Akhirnya ....
Sampai sebulan nih, yah.
Panjang juga partnyaSo, sad reading❣☺👍
***
"Makasih ya Tante, Kak Aluna udah mau bantuin Asya sama Caca beberes buat pulang," ujar Asya sambil sedikit membungkukkan badannya ke depan, bentuk hormatnya pada Tante Cika.
Tante Cika tersenyum simpul, "Iya, sama-sama Rasya." Setelahnya menoleh pada seorang pria yang tengah berbaring memunggungi posisi mereka yang terdapat disamping tempat tidur Caca.
"Ini ruang VIP-nya buat dua orang, yah?" tanya Tante Cika memastikan.

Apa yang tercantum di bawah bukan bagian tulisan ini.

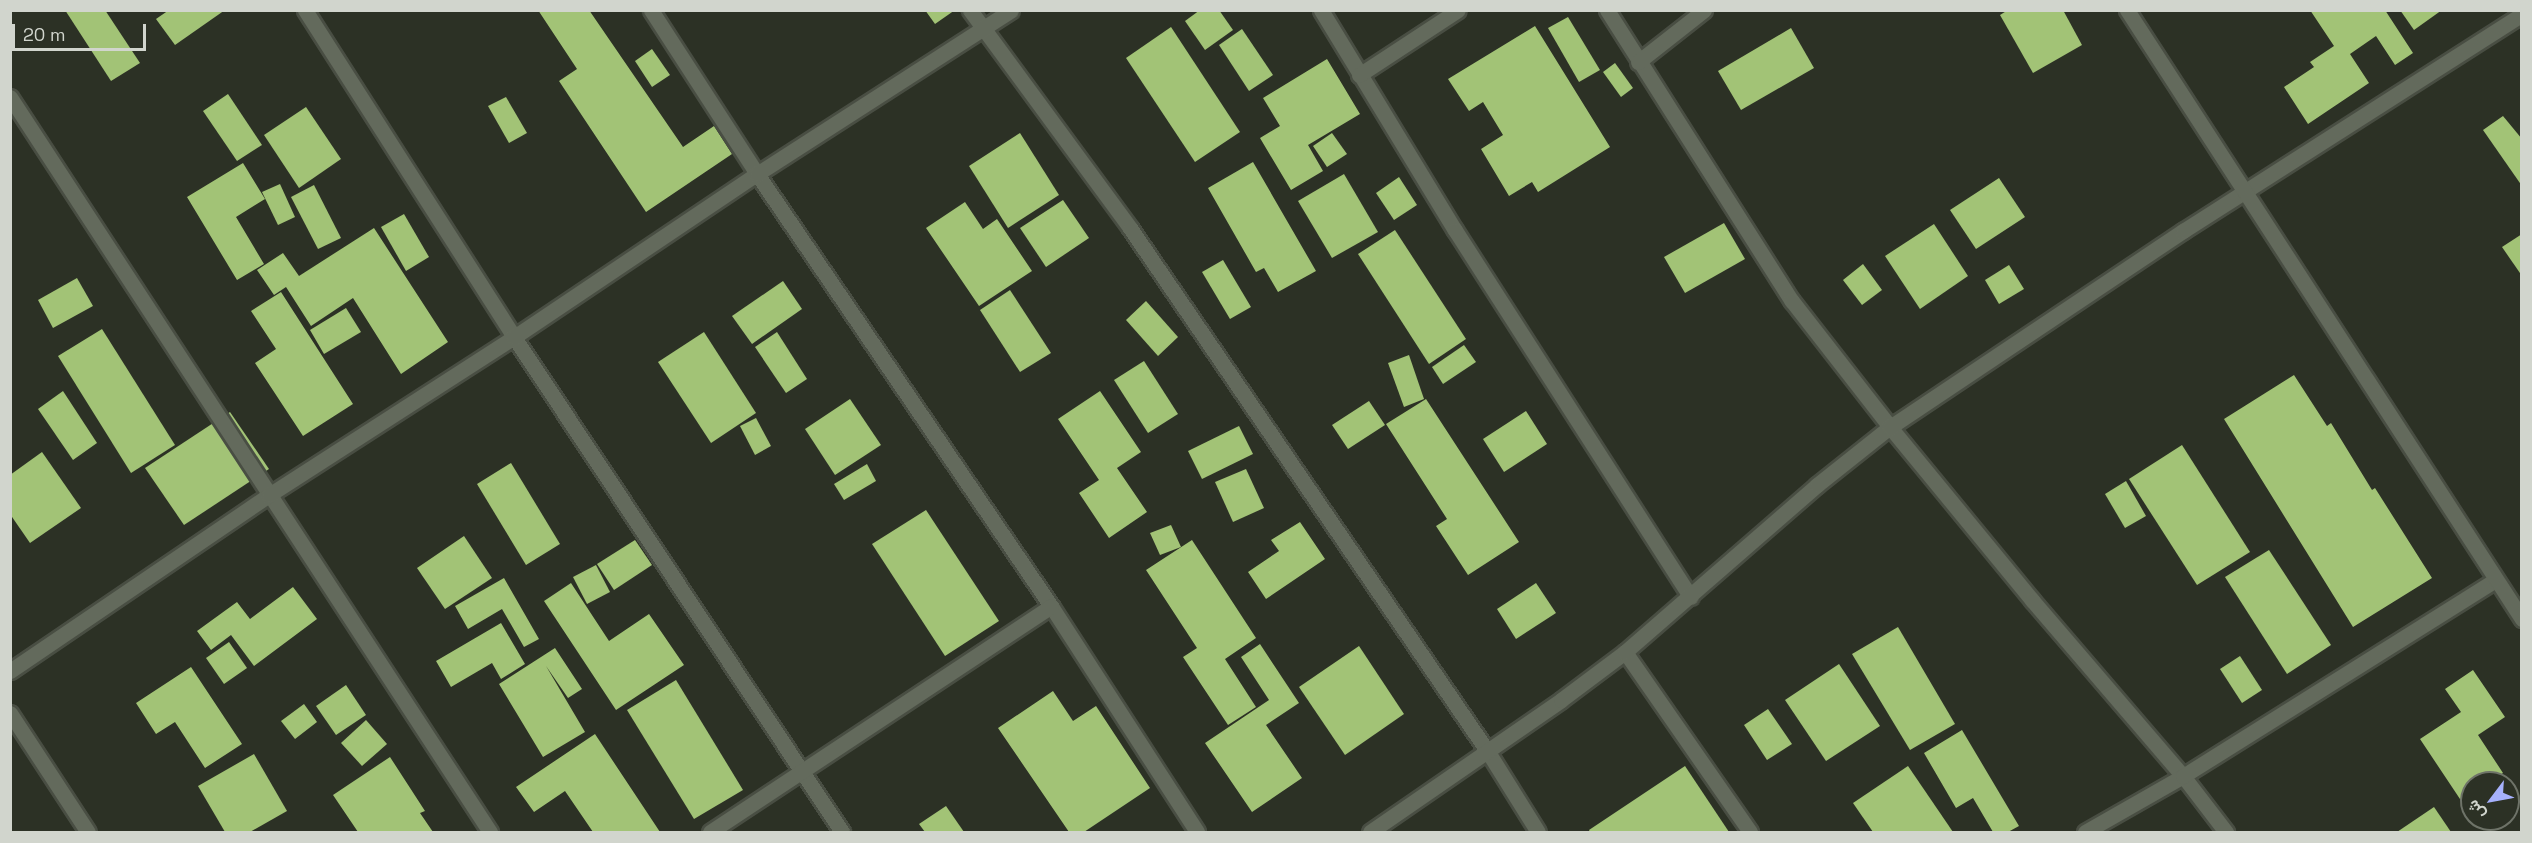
<!DOCTYPE html>
<meta charset="utf-8">
<style>
body{margin:0}
#map{position:relative;width:2532px;height:843px;overflow:hidden;background:#2c3125;font-family:"Space Grotesk",Vazirmatn,sans-serif}
div>[style]{position:absolute}
[style*='--x']{left:calc(var(--x)*1px);top:calc(var(--y)*1px);width:calc(var(--w)*1px);rotate:calc(var(--a)*1deg)}
.building>*{inset:0;background:#a2c376}
.roads{filter:drop-shadow(2px 0 #494e43) drop-shadow(-2px 0 #494e43) drop-shadow(0 2px #494e43) drop-shadow(0 -2px #494e43)}
.street>*{height:15px;margin:-7.5px;padding:0 7.5px;transform-origin:7.5px;border-radius:7.5px;background:#636a5c}
.secondary>*{height:15px;margin:-7.5px;padding:0 7.5px;transform-origin:7.5px;border-radius:7.5px;background:#636a5c}
span{translate:-50% -50%;white-space:nowrap;text-align:center;line-height:1.15;-webkit-text-stroke:6px #2c3125;paint-order:stroke}
.frame{position:absolute;inset:0;border:12px solid #d1d5cd;pointer-events:none}
.north{position:absolute;left:2460px;top:771px;width:60px;height:60px;box-sizing:border-box;background:#2c3125;border:2px solid #6e7368;border-radius:50%;rotate:238deg;font-size:16px;font-weight:700;line-height:24px;text-align:center;color:#d1d5cd}
.north::after{content:'';display:block;margin:auto;width:21px;height:27px;background:#a6b1fc;clip-path:polygon(50% 0,100% 100%,50% 72%,0 100%)}
.scale{position:absolute;left:12px;top:24px;width:134px;height:27px;box-sizing:border-box;border:3px solid #d1d5cd;border-top:0;padding-left:8px;font-size:18px;line-height:21px;white-space:nowrap;color:#d1d5cd;-webkit-text-stroke:4px #2c3125;paint-order:stroke}
</style>
<div id="map">
<div class="building">
<div style="clip-path:polygon(65px 10px,105px 10px,140px 63px,111px 81px)"></div>
<div style="clip-path:polygon(169px 10px,225px 10px,175px 45px,156px 19px)"></div>
<div style="clip-path:polygon(538px 10px,589px 10px,683px 147px,714px 126px,732px 154px,646px 212px,559px 81px,577px 69px)"></div>
<div style="clip-path:polygon(925px 10px,955px 10px,935px 24px)"></div>
<div style="clip-path:polygon(1200px 10px,1219px 10px,1233px 30px,1205px 50px,1185px 21px)"></div>
<div style="clip-path:polygon(2008px 10px,2063px 10px,2082px 45px,2033px 73px,2000px 15px)"></div>
<div style="clip-path:polygon(2310px 10px,2385px 10px,2413px 53px,2395px 65px,2376px 36px,2350px 54px,2369px 83px,2308px 124px,2284px 87px,2314px 67px,2310px 62px,2334px 46px)"></div>
<div style="clip-path:polygon(2400px 10px,2442px 10px,2414px 30px)"></div>
<div style="clip-path:polygon(1568px 17px,1600px 70px,1579px 82px,1548px 28px)"></div>
<div style="clip-path:polygon(1535px 26px,1610px 147px,1538px 192px,1532px 182px,1509px 196px,1481px 149px,1503px 135px,1483px 102px,1469px 111px,1448px 79px)"></div>
<div style="clip-path:polygon(1171px 27px,1240px 132px,1195px 162px,1126px 58px)"></div>
<div style="clip-path:polygon(1791px 28px,1814px 68px,1741px 110px,1718px 71px)"></div>
<div style="clip-path:polygon(1242px 29px,1273px 75px,1249px 91px,1219px 45px)"></div>
<div style="clip-path:polygon(652px 49px,670px 75px,652px 87px,635px 61px)"></div>
<div style="clip-path:polygon(1327px 59px,1360px 114px,1308px 145px,1323px 171px,1291px 190px,1260px 138px,1280px 126px,1263px 98px)"></div>
<div style="clip-path:polygon(1615px 63px,1633px 88px,1621px 97px,1603px 72px)"></div>
<div style="clip-path:polygon(228px 94px,262px 145px,237px 161px,203px 111px)"></div>
<div style="clip-path:polygon(506px 97px,527px 133px,509px 143px,488px 106px)"></div>
<div style="clip-path:polygon(306px 107px,341px 159px,299px 188px,264px 135px)"></div>
<div style="clip-path:polygon(2503px 116px,2522px 139px,2522px 186px,2483px 130px)"></div>
<div style="clip-path:polygon(1020px 133px,1059px 195px,1008px 228px,969px 166px)"></div>
<div style="clip-path:polygon(1332px 133px,1347px 154px,1327px 167px,1313px 146px)"></div>
<div style="clip-path:polygon(1253px 162px,1316px 271px,1278px 292px,1264px 268px,1256px 272px,1208px 188px)"></div>
<div style="clip-path:polygon(243px 163px,265px 199px,236px 217px,264px 264px,237px 280px,187px 197px)"></div>
<div style="clip-path:polygon(1344px 174px,1378px 232px,1332px 258px,1298px 201px)"></div>
<div style="clip-path:polygon(1399px 177px,1417px 205px,1394px 220px,1376px 193px)"></div>
<div style="clip-path:polygon(1999px 178px,2025px 217px,1976px 249px,1950px 210px)"></div>
<div style="clip-path:polygon(280px 184px,295px 217px,278px 225px,262px 192px)"></div>
<div style="clip-path:polygon(314px 185px,341px 238px,318px 249px,291px 197px)"></div>
<div style="clip-path:polygon(1063px 200px,1089px 238px,1046px 267px,1020px 228px)"></div>
<div style="clip-path:polygon(965px 202px,983px 229px,997px 219px,1032px 271px,979px 306px,926px 228px)"></div>
<div style="clip-path:polygon(404px 214px,429px 257px,406px 271px,381px 227px)"></div>
<div style="clip-path:polygon(1724px 223px,1745px 259px,1685px 293px,1664px 257px)"></div>
<div style="clip-path:polygon(1934px 224px,1968px 276px,1920px 309px,1885px 256px)"></div>
<div style="clip-path:polygon(374px 228px,448px 342px,401px 374px,353px 298px,311px 326px,286px 287px,274px 295px,257px 270px,283px 253px,299px 276px)"></div>
<div style="clip-path:polygon(1395px 230px,1466px 339px,1429px 364px,1358px 254px)"></div>
<div style="clip-path:polygon(2522px 234px,2522px 276px,2502px 247px)"></div>
<div style="clip-path:polygon(1223px 260px,1251px 307px,1230px 319px,1202px 272px)"></div>
<div style="clip-path:polygon(1863px 264px,1882px 290px,1862px 305px,1843px 280px)"></div>
<div style="clip-path:polygon(2009px 265px,2024px 289px,1999px 304px,1985px 280px)"></div>
<div style="clip-path:polygon(77px 278px,93px 306px,53px 328px,38px 300px)"></div>
<div style="clip-path:polygon(783px 281px,802px 309px,752px 344px,732px 316px)"></div>
<div style="clip-path:polygon(1010px 290px,1051px 353px,1020px 372px,980px 310px)"></div>
<div style="clip-path:polygon(281px 292px,353px 404px,303px 436px,255px 363px,276px 349px,251px 311px)"></div>
<div style="clip-path:polygon(1146px 301px,1178px 337px,1158px 356px,1126px 320px)"></div>
<div style="clip-path:polygon(346px 308px,361px 332px,324px 354px,310px 330px)"></div>
<div style="clip-path:polygon(102px 329px,175px 445px,131px 473px,58px 356px)"></div>
<div style="clip-path:polygon(704px 332px,756px 413px,711px 443px,658px 362px)"></div>
<div style="clip-path:polygon(777px 332px,807px 379px,786px 393px,755px 347px)"></div>
<div style="clip-path:polygon(1464px 345px,1476px 362px,1443px 384px,1432px 367px)"></div>
<div style="clip-path:polygon(1409px 355px,1424px 399px,1404px 407px,1388px 363px)"></div>
<div style="clip-path:polygon(1144px 361px,1178px 414px,1148px 433px,1114px 380px)"></div>
<div style="clip-path:polygon(2294px 375px,2327px 426px,2331px 423px,2372px 490px,2375px 488px,2432px 578px,2353px 627px,2224px 419px)"></div>
<div style="clip-path:polygon(63px 391px,97px 443px,73px 460px,38px 409px)"></div>
<div style="clip-path:polygon(1100px 391px,1141px 452px,1117px 468px,1147px 512px,1109px 538px,1079px 493px,1099px 480px,1058px 419px)"></div>
<div style="clip-path:polygon(850px 399px,881px 445px,835px 475px,805px 429px)"></div>
<div style="clip-path:polygon(1426px 399px,1519px 542px,1468px 575px,1436px 526px,1447px 519px,1386px 424px)"></div>
<div style="clip-path:polygon(1369px 401px,1385px 425px,1348px 449px,1332px 425px)"></div>
<div style="clip-path:polygon(1526px 411px,1547px 444px,1504px 472px,1483px 439px)"></div>
<div style="clip-path:polygon(230px 412px,269px 469px,184px 525px,145px 468px)"></div>
<div style="clip-path:polygon(756px 418px,771px 446px,755px 455px,740px 426px)"></div>
<div style="clip-path:polygon(1239px 426px,1253px 454px,1202px 479px,1188px 451px)"></div>
<div style="clip-path:polygon(2182px 445px,2250px 552px,2197px 585px,2129px 479px)"></div>
<div style="clip-path:polygon(42px 452px,81px 508px,30px 543px,10px 514px,10px 475px)"></div>
<div style="clip-path:polygon(511px 463px,560px 544px,526px 565px,477px 484px)"></div>
<div style="clip-path:polygon(867px 464px,876px 481px,844px 500px,834px 484px)"></div>
<div style="clip-path:polygon(1246px 469px,1264px 508px,1233px 522px,1215px 482px)"></div>
<div style="clip-path:polygon(2126px 481px,2146px 516px,2125px 528px,2105px 494px)"></div>
<div style="clip-path:polygon(926px 510px,999px 621px,945px 656px,872px 544px)"></div>
<div style="clip-path:polygon(1300px 522px,1325px 559px,1266px 599px,1248px 572px,1279px 551px,1271px 540px)"></div>
<div style="clip-path:polygon(1171px 525px,1181px 547px,1160px 555px,1150px 533px)"></div>
<div style="clip-path:polygon(464px 536px,492px 578px,445px 609px,417px 568px)"></div>
<div style="clip-path:polygon(635px 540px,652px 565px,614px 590px,597px 564px)"></div>
<div style="clip-path:polygon(1192px 540px,1256px 638px,1225px 659px,1256px 707px,1228px 725px,1183px 657px,1197px 648px,1146px 570px)"></div>
<div style="clip-path:polygon(2269px 550px,2331px 645px,2287px 674px,2225px 577px)"></div>
<div style="clip-path:polygon(596px 565px,610px 592px,587px 604px,573px 577px)"></div>
<div style="clip-path:polygon(504px 578px,539px 639px,524px 647px,502px 609px,468px 629px,455px 606px)"></div>
<div style="clip-path:polygon(571px 583px,609px 641px,649px 614px,684px 665px,616px 710px,544px 601px)"></div>
<div style="clip-path:polygon(1536px 583px,1556px 613px,1516px 639px,1497px 609px)"></div>
<div style="clip-path:polygon(293px 587px,317px 619px,254px 666px,231px 635px,211px 650px,197px 631px,237px 602px,250px 619px)"></div>
<div style="clip-path:polygon(501px 623px,525px 664px,501px 679px,492px 663px,451px 687px,436px 661px)"></div>
<div style="clip-path:polygon(1898px 627px,1955px 724px,1910px 750px,1852px 654px)"></div>
<div style="clip-path:polygon(229px 642px,247px 668px,224px 684px,206px 658px)"></div>
<div style="clip-path:polygon(1260px 644px,1299px 703px,1266px 725px,1302px 778px,1252px 812px,1205px 743px,1269px 700px,1241px 657px)"></div>
<div style="clip-path:polygon(1359px 646px,1404px 714px,1345px 755px,1299px 687px)"></div>
<div style="clip-path:polygon(555px 648px,582px 689px,568px 698px,546px 666px,585px 732px,543px 757px,499px 684px)"></div>
<div style="clip-path:polygon(2240px 656px,2262px 690px,2242px 703px,2220px 669px)"></div>
<div style="clip-path:polygon(1839px 664px,1880px 726px,1826px 761px,1785px 700px)"></div>
<div style="clip-path:polygon(191px 667px,242px 744px,205px 768px,175px 722px,156px 734px,136px 703px)"></div>
<div style="clip-path:polygon(2473px 670px,2505px 717px,2478px 735px,2503px 773px,2489px 783px,2472px 783px,2472px 795px,2462px 802px,2420px 739px,2461px 712px,2445px 689px)"></div>
<div style="clip-path:polygon(676px 680px,743px 790px,694px 819px,627px 710px)"></div>
<div style="clip-path:polygon(346px 685px,366px 715px,336px 735px,316px 706px)"></div>
<div style="clip-path:polygon(1053px 691px,1073px 721px,1096px 706px,1150px 788px,1084px 832px,1069px 832px,998px 728px)"></div>
<div style="clip-path:polygon(304px 704px,317px 722px,295px 739px,281px 721px)"></div>
<div style="clip-path:polygon(1768px 709px,1792px 744px,1767px 760px,1744px 725px)"></div>
<div style="clip-path:polygon(366px 720px,387px 744px,362px 766px,341px 743px)"></div>
<div style="clip-path:polygon(1962px 730px,2019px 826px,2008px 832px,1993px 832px,1973px 798px,1956px 808px,1924px 753px)"></div>
<div style="clip-path:polygon(595px 734px,660px 832px,593px 832px,565px 791px,534px 812px,516px 787px)"></div>
<div style="clip-path:polygon(254px 754px,287px 811px,250px 832px,225px 832px,198px 786px)"></div>
<div style="clip-path:polygon(390px 757px,425px 811px,420px 813px,433px 832px,358px 832px,333px 795px)"></div>
<div style="clip-path:polygon(1685px 766px,1729px 832px,1590px 832px,1589px 830px)"></div>
<div style="clip-path:polygon(1908px 766px,1953px 832px,1873px 832px,1853px 803px)"></div>
<div style="clip-path:polygon(946px 806px,964px 832px,925px 832px,919px 824px)"></div>
<div style="clip-path:polygon(2434px 807px,2451px 832px,2397px 832px)"></div>
</div>
<div class="roads">
<div class="street">
<div style="--x:305;--y:10;--w:388;--a:57.4"></div>
<div style="--x:514;--y:337;--w:594;--a:56.47"></div>
<div style="--x:651;--y:10;--w:195;--a:57.1"></div>
<div style="--x:757;--y:174;--w:523;--a:55.76"></div>
<div style="--x:1051;--y:606;--w:269;--a:57.1"></div>
<div style="--x:970;--y:10;--w:270;--a:53.7"></div>
<div style="--x:1130;--y:228;--w:635;--a:55.66"></div>
<div style="--x:1488;--y:752;--w:94;--a:58"></div>
<div style="--x:1321;--y:10;--w:258;--a:58.7"></div>
<div style="--x:1455;--y:230;--w:436;--a:57.3"></div>
<div style="--x:1607;--y:10;--w:345;--a:57.6"></div>
<div style="--x:1792;--y:301;--w:160;--a:52.1"></div>
<div style="--x:1890;--y:427;--w:224;--a:50.6"></div>
<div style="--x:2032;--y:600;--w:232;--a:49.4"></div>
<div style="--x:2183;--y:776;--w:71;--a:52.5"></div>
<div style="--x:1638;--y:62;--w:84;--a:-38.2"></div>
<div style="--x:1359;--y:75;--w:118;--a:-33.3"></div>
<div style="--x:10;--y:97;--w:878;--a:56.85"></div>
<div style="--x:1625;--y:652;--w:219;--a:55.2"></div>
<div style="--x:10;--y:671;--w:313;--a:-34.2"></div>
<div style="--x:269;--y:495;--w:292;--a:-32.8"></div>
<div style="--x:514;--y:337;--w:293;--a:-33.9"></div>
<div style="--x:757;--y:174;--w:302;--a:-32.8"></div>
<div style="--x:710;--y:832;--w:409;--a:-33.5"></div>
<div style="--x:1370;--y:832;--w:232;--a:-34.6"></div>
<div style="--x:1561;--y:700;--w:80;--a:-36.9"></div>
<div style="--x:1625;--y:652;--w:254;--a:-41"></div>
<div style="--x:1817;--y:485;--w:93;--a:-38.5"></div>
<div style="--x:1890;--y:427;--w:353;--a:-33.8"></div>
<div style="--x:2183;--y:231;--w:403;--a:-32.6"></div>
<div style="--x:2085;--y:832;--w:113;--a:-29.7"></div>
<div style="--x:2183;--y:776;--w:368;--a:-32.1"></div>
</div>
<div class="secondary">
<div style="--x:2127;--y:10;--w:726;--a:57.03"></div>
<div style="--x:10;--y:713;--w:142;--a:56.8"></div>
</div>
</div>
<div class="frame"></div>
<div class="north">ش</div>
<div class="scale">20 m</div>
</div>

"Sebenarnya tidak, Tante. Tapi Mamanya Caca yang minta sama pihak rumah sakit. Itu Ayah Asya, Tante," jelas Rasya sekenannya. Jujur saja tiba-tiba ia merasa sangat malu dan tidak pantas berada di sini, diantara orang-orang ini apalagi dengan Caca, merasa sangat tidak pantas. Ditambah lagi dengan hubungan ia dan ayah Renald yang sedang tidak baik dan sangat butuh kejelasan.
Cika hanya mengganguk singkat. Sedangkan Aluna mengeluarkan ekspresi yang tak bisa dijelaskan.
Jadi ... Om Renald itu ayah Rasya. Berarti, "Sumpah!" teriak Aluna mendadak yang mengejutkan Caca, Rasya, dan Cika juga Renald yang tidak mereka sadari terbangun dari tidur lelapnya.
Cika menepuk lengan Aluna, "Kamu kenapa sih, Nak? Tadi katanya sakit. Sekarang malah gak jelas gini teriak-teriak. Aduh, Aluna!"
Tante Cika memijat dahinya pelan. Aluna emang keterlaluan banget sih udah bohongin dia dengan pura-pura sakit sampai dilarikan ke rumah sakit.
Yang dikatain sama Tante Cika cuma bisa cengengesan gak jelas sambil gelendotan di lengan Mamanya.
"Hehehe. Maafin Luna ya, Ma. Tadi tuh Luna emang beneran sakit. Sumpah," ujar Aluna sambil membentuk piece debgan kedua jarinya lalu kembali melanjutkan akitivitasnya yang sempat terhenti dengan memasukkan pakaian Caca kedalam tas.
Cika hanya bisa menggelengkan kepalanya pasrah sambil mengemas barang-barang Caca untuk dibawa pulang.
Aluna pun memilih membungkam kalimat yang ingin ia keluarkan mengenai Renald, Ayah Rasya yang tengah ia curigai. Mungkin mencoba membicarakan hal ini dengan Cika sepulang mengantar Caca adalah pilihan yang tepat. Toh bisa jadi feelingnya benar mengenai Rasya, Om Renald, dan Caca.
***
Tiba-tiba saja suasana menjadi canggung. Tak ada satupun yang membuka suara. Padahal percakapan terakhir tak ada menyinggung apapun. Entahlah, mungkin mereka sibuk dengan pemikiran mereka masing-masing sembari beberes.
"Tante, Kak Luna! Asya ke administrasi sebentar, yah. Mau mengurus pembayaran akhir," ucap Rasya memecah sunyi, membuat semua menoleh kearahnya termasuk Renald yang tengah berusaha terlelap kembali setelah tidurnya terusik.
"Pembayaran akhir?" Cika mengulang akhir perkataan Rasya dengan wajah penuh tanda tanya, "Bagaimana bisa?" tanya Cika memastikan.
Rasya yang peka dengan sigap mengambil dompetnya dan menunjukkan kartu kredit yang diberikan Valen sebelum beliau pergi keluar kota untuk bekerja.
"Rasya dikasih ini sama Mama Valen. Katanya untuk bayar biaya rumah sakit Caca ... dan ayah Rasya," jelas Rasya melemah diakhir perkataannya dengan kepala tertunduk ke belakang.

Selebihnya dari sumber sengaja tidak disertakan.